* WHAT IS NEEDED *
Pictures stay out; everything else in the records below is to be repeated exactly.

* DATA SECTION *
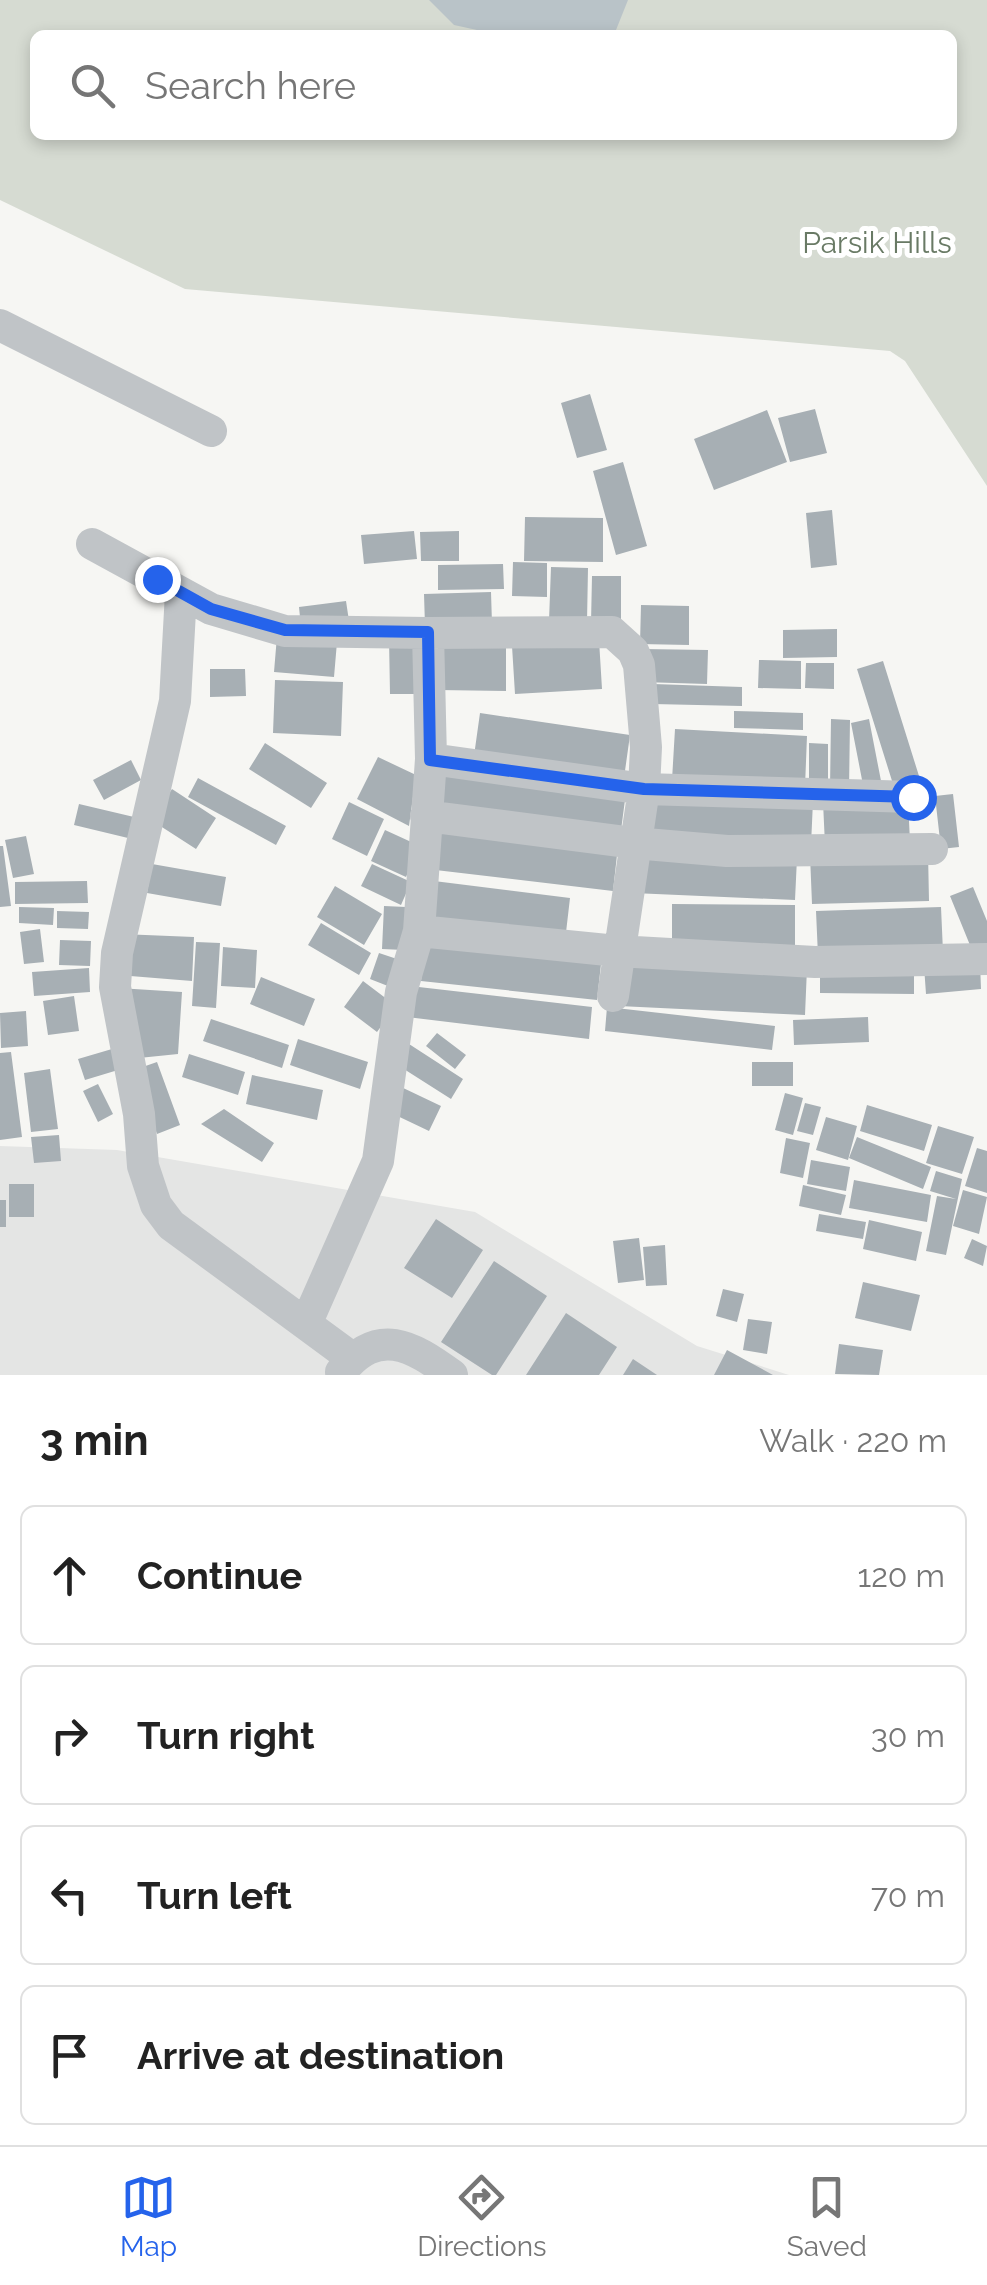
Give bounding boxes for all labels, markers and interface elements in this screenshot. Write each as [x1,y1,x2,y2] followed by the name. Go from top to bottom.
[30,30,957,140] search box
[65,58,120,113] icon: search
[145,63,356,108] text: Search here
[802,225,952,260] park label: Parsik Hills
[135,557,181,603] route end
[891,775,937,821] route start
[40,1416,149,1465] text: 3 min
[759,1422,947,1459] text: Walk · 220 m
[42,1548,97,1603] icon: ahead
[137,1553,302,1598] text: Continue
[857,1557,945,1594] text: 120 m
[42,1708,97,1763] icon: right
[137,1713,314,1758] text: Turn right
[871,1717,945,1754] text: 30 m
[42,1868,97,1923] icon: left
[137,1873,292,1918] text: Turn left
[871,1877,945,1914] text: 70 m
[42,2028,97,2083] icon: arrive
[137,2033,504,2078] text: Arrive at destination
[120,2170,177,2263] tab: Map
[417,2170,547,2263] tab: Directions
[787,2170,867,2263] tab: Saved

* YOUR SOLUTION *
Give bounding boxes for all labels, markers and interface elements in this screenshot. Write each as [x1,y1,x2,y2] followed by the name. Go from top to bottom.
[30,30,957,140] search box
[65,58,120,113] icon: search
[145,63,356,108] text: Search here
[802,225,952,260] park label: Parsik Hills
[135,557,181,603] route end
[891,775,937,821] route start
[40,1416,149,1465] text: 3 min
[759,1422,947,1459] text: Walk · 220 m
[42,1548,97,1603] icon: ahead
[137,1553,302,1598] text: Continue
[857,1557,945,1594] text: 120 m
[42,1708,97,1763] icon: right
[137,1713,314,1758] text: Turn right
[871,1717,945,1754] text: 30 m
[42,1868,97,1923] icon: left
[137,1873,292,1918] text: Turn left
[871,1877,945,1914] text: 70 m
[42,2028,97,2083] icon: arrive
[137,2033,504,2078] text: Arrive at destination
[120,2170,177,2263] tab: Map
[417,2170,547,2263] tab: Directions
[787,2170,867,2263] tab: Saved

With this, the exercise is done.